TASK OBJECTIVE | Write back every entry exactly as it reads, with the pictures left behind.

[Stored entries]
-*-*-
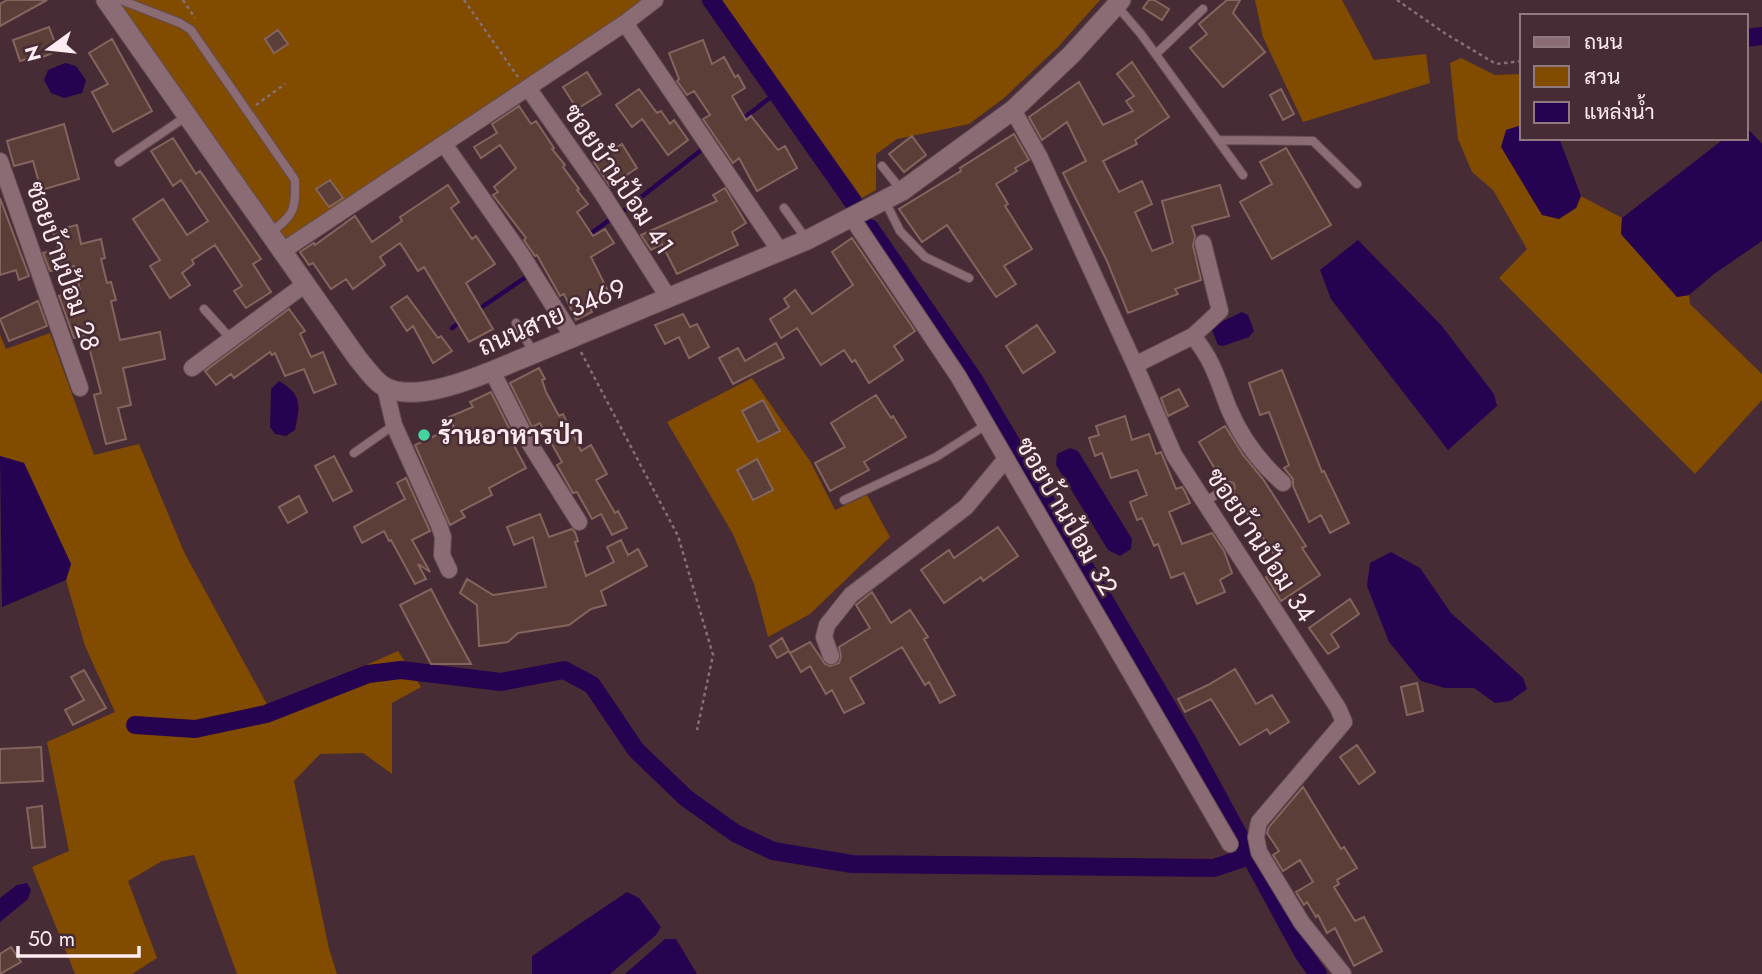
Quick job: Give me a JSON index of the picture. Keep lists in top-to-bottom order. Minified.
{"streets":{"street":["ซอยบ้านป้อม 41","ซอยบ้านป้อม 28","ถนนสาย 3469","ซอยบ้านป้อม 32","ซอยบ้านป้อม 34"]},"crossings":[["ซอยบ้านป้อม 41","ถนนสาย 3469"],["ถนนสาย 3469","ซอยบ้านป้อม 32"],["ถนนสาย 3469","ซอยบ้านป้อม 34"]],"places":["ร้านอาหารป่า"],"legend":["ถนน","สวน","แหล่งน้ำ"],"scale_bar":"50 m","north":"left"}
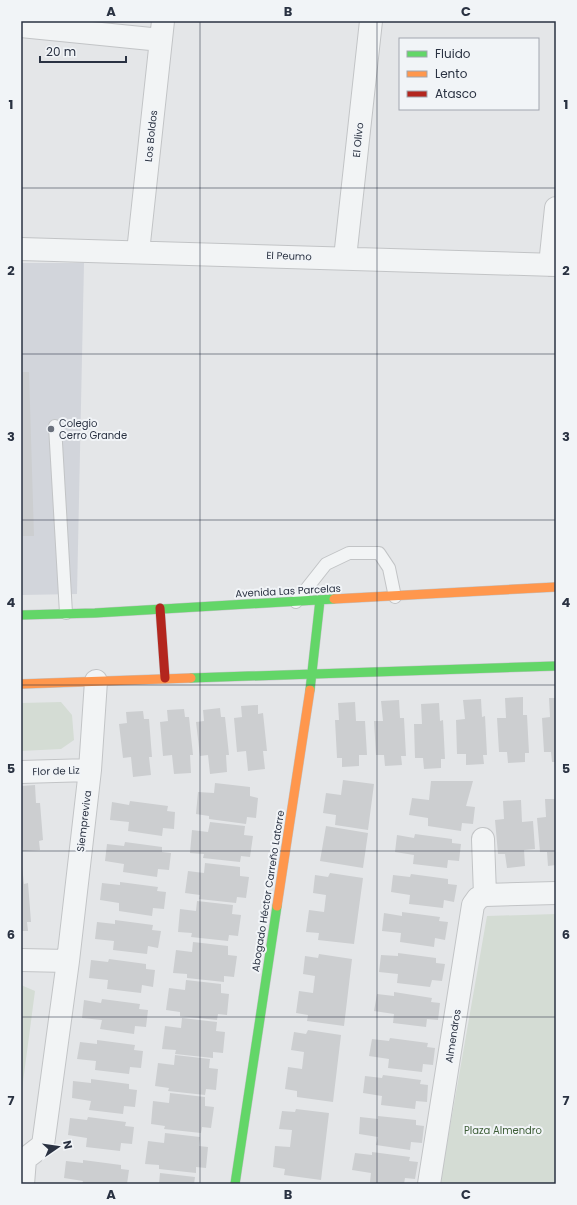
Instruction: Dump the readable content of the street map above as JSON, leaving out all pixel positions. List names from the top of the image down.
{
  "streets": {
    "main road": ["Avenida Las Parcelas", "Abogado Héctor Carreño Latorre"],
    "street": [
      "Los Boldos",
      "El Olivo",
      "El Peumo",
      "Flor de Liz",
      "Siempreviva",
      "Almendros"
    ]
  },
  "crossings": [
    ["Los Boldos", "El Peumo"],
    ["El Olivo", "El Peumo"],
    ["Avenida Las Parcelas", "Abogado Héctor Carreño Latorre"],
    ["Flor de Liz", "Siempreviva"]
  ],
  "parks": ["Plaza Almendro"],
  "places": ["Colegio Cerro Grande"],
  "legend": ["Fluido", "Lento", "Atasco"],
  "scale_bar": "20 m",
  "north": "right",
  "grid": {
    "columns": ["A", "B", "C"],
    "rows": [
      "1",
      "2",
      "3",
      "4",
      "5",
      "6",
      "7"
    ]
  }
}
-*-*-
WRITTEN RESPONSE |
Quick job: Give me a JSON index of the picture. Keep lists in top-to-bottom order. Minified.
{"streets":{"street":["ซอยบ้านป้อม 41","ซอยบ้านป้อม 28","ถนนสาย 3469","ซอยบ้านป้อม 32","ซอยบ้านป้อม 34"]},"crossings":[["ซอยบ้านป้อม 41","ถนนสาย 3469"],["ถนนสาย 3469","ซอยบ้านป้อม 32"],["ถนนสาย 3469","ซอยบ้านป้อม 34"]],"places":["ร้านอาหารป่า"],"legend":["ถนน","สวน","แหล่งน้ำ"],"scale_bar":"50 m","north":"left"}
Instruction: Dump the readable content of the street map above as JSON, leaving out all pixel positions. List names from the top of the image down.
{
  "streets": {
    "main road": ["Avenida Las Parcelas", "Abogado Héctor Carreño Latorre"],
    "street": [
      "Los Boldos",
      "El Olivo",
      "El Peumo",
      "Flor de Liz",
      "Siempreviva",
      "Almendros"
    ]
  },
  "crossings": [
    ["Los Boldos", "El Peumo"],
    ["El Olivo", "El Peumo"],
    ["Avenida Las Parcelas", "Abogado Héctor Carreño Latorre"],
    ["Flor de Liz", "Siempreviva"]
  ],
  "parks": ["Plaza Almendro"],
  "places": ["Colegio Cerro Grande"],
  "legend": ["Fluido", "Lento", "Atasco"],
  "scale_bar": "20 m",
  "north": "right",
  "grid": {
    "columns": ["A", "B", "C"],
    "rows": [
      "1",
      "2",
      "3",
      "4",
      "5",
      "6",
      "7"
    ]
  }
}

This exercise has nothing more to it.